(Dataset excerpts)
= = = =

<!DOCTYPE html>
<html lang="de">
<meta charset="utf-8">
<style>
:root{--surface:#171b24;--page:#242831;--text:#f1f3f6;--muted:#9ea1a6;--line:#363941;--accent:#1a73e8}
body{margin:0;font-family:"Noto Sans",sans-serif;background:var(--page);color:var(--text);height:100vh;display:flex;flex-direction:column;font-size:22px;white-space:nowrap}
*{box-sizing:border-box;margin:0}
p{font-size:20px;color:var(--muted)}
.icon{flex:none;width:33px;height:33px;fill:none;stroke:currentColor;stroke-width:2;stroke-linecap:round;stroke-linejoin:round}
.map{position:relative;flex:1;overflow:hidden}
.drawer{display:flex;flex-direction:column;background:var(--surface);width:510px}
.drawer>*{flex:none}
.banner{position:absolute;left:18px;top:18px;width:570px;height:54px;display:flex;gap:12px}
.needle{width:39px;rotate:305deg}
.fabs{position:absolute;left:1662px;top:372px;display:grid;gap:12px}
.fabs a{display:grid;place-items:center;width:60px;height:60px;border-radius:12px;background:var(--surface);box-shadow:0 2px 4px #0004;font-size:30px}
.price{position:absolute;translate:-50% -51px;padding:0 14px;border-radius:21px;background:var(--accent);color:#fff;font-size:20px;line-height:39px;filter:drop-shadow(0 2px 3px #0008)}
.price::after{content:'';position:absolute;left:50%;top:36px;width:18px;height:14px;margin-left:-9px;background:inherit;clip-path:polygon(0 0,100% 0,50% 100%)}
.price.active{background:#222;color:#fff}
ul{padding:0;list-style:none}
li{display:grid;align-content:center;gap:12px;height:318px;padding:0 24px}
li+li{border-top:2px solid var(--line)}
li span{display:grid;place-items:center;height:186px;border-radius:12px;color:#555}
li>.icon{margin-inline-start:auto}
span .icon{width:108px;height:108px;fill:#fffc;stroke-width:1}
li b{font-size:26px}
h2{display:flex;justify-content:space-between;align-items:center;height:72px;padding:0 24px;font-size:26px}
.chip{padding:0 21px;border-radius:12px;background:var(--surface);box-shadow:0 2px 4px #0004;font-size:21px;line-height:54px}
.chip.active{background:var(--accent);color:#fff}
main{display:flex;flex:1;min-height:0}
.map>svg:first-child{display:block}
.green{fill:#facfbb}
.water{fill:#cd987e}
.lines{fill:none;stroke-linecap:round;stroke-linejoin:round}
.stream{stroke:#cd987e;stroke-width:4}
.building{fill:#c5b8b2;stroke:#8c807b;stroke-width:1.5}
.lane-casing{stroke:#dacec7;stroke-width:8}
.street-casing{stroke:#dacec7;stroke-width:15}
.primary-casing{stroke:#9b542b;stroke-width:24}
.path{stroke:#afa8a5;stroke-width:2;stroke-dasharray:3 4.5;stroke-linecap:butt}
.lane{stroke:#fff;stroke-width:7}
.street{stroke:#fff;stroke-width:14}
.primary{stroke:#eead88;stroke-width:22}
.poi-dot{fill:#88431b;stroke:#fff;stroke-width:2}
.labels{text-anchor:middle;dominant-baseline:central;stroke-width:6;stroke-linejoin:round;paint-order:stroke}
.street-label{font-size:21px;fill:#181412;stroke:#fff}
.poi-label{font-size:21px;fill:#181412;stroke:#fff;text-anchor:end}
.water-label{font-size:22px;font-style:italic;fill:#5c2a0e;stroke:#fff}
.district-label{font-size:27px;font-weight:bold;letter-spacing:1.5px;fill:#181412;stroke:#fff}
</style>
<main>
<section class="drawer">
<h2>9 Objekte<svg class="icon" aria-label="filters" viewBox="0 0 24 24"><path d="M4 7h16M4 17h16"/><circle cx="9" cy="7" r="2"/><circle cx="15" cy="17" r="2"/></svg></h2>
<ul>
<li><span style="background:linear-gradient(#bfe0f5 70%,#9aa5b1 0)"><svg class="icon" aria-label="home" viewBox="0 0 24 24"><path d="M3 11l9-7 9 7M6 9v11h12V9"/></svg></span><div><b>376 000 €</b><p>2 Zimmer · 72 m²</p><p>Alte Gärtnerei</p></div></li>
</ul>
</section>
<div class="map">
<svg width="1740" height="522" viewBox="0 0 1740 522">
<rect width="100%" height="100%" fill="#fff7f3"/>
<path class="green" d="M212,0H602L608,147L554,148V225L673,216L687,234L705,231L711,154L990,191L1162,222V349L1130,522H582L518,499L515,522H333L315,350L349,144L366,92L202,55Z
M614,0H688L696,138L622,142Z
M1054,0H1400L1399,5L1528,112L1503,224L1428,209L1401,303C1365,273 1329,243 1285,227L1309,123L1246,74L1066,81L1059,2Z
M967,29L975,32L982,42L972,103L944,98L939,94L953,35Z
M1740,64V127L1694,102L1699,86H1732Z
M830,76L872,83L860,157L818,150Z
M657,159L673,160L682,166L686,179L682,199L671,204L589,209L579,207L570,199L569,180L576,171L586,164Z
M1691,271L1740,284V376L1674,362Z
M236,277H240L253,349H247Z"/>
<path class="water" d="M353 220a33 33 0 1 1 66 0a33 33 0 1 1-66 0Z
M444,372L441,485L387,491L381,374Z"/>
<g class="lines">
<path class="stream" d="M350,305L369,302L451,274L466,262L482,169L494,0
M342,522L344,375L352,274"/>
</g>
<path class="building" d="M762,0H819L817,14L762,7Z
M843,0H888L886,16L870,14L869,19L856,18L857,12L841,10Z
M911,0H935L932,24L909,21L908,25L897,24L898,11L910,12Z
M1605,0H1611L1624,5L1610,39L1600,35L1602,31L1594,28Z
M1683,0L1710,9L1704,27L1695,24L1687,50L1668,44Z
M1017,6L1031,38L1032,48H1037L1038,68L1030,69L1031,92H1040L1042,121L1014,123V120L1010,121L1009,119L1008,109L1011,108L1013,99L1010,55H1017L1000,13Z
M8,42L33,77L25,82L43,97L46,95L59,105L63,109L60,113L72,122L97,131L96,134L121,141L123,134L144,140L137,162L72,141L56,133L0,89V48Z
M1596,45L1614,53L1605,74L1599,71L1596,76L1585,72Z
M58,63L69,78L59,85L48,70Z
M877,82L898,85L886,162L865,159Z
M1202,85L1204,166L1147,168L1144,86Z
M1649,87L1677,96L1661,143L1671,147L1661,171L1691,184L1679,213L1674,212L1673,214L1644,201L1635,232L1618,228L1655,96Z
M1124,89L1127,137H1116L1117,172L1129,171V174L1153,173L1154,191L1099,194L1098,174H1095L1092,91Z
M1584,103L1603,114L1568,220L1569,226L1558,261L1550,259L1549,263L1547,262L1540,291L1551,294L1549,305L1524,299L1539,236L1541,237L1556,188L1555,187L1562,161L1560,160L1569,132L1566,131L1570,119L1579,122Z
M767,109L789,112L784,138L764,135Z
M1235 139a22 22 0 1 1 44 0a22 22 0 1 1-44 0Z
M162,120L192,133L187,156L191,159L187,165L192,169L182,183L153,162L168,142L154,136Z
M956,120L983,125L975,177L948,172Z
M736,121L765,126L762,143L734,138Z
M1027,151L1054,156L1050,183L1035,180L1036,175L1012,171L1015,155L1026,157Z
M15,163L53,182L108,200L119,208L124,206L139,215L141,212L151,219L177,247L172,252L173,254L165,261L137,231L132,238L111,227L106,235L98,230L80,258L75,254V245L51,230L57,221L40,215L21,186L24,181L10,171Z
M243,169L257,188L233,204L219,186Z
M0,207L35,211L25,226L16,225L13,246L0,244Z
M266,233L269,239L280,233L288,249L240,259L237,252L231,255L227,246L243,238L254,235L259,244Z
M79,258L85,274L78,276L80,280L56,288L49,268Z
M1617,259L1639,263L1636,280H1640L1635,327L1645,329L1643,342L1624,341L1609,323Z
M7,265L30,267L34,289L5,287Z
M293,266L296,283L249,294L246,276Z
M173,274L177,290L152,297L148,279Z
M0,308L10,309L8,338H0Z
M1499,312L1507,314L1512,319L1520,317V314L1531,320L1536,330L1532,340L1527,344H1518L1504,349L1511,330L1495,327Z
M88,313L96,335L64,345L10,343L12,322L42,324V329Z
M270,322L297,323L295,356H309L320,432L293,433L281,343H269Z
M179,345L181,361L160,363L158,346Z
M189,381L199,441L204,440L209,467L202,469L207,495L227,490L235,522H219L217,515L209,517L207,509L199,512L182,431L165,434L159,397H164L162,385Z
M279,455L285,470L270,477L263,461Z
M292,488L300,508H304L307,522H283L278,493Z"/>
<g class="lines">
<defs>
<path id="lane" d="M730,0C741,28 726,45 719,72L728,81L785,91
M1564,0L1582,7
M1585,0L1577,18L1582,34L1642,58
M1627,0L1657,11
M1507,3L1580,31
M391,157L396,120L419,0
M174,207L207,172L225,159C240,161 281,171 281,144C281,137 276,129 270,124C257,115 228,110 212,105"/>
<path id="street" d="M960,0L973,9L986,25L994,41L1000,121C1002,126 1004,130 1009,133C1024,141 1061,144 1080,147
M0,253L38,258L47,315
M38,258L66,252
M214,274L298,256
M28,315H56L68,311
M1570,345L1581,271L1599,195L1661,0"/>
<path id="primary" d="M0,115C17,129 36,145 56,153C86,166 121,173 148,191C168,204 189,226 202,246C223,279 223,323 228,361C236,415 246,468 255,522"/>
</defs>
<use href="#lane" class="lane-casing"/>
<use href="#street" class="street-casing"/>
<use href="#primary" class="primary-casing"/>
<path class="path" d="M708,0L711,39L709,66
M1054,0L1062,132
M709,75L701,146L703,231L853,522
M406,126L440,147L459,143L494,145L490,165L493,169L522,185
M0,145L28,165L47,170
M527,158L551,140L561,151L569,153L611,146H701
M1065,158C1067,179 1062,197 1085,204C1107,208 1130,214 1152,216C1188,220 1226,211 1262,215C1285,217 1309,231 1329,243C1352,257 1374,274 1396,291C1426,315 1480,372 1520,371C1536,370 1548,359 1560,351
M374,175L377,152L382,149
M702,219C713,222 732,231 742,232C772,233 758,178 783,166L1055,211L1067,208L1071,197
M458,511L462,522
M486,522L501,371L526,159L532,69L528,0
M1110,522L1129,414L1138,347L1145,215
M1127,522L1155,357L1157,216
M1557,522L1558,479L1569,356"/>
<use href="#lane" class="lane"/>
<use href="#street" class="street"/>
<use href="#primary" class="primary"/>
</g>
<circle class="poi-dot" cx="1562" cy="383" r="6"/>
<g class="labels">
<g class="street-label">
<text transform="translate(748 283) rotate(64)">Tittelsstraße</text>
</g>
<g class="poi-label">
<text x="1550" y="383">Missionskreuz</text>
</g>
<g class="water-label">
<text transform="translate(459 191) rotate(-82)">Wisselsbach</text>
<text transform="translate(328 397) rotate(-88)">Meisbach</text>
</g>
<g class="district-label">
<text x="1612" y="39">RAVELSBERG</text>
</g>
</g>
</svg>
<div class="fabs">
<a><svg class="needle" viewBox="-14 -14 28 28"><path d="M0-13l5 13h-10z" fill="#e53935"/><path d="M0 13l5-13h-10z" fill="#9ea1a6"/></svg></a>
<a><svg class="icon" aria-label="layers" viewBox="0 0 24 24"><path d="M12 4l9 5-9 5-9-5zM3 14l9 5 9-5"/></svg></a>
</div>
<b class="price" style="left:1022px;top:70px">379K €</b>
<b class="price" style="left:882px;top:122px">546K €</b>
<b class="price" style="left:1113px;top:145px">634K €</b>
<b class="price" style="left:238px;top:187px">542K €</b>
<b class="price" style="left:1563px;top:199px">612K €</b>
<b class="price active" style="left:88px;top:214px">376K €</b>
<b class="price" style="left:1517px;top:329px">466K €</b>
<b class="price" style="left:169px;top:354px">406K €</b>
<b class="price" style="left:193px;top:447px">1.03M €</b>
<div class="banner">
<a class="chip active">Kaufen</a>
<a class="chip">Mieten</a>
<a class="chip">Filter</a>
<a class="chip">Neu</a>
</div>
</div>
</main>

= = = =

* Exercise details:
The lines needed are those in the data above that hold the string "drawer"; copy each of them.

* Answer section:
.drawer{display:flex;flex-direction:column;background:var(--surface);width:510px}
.drawer>*{flex:none}
<section class="drawer">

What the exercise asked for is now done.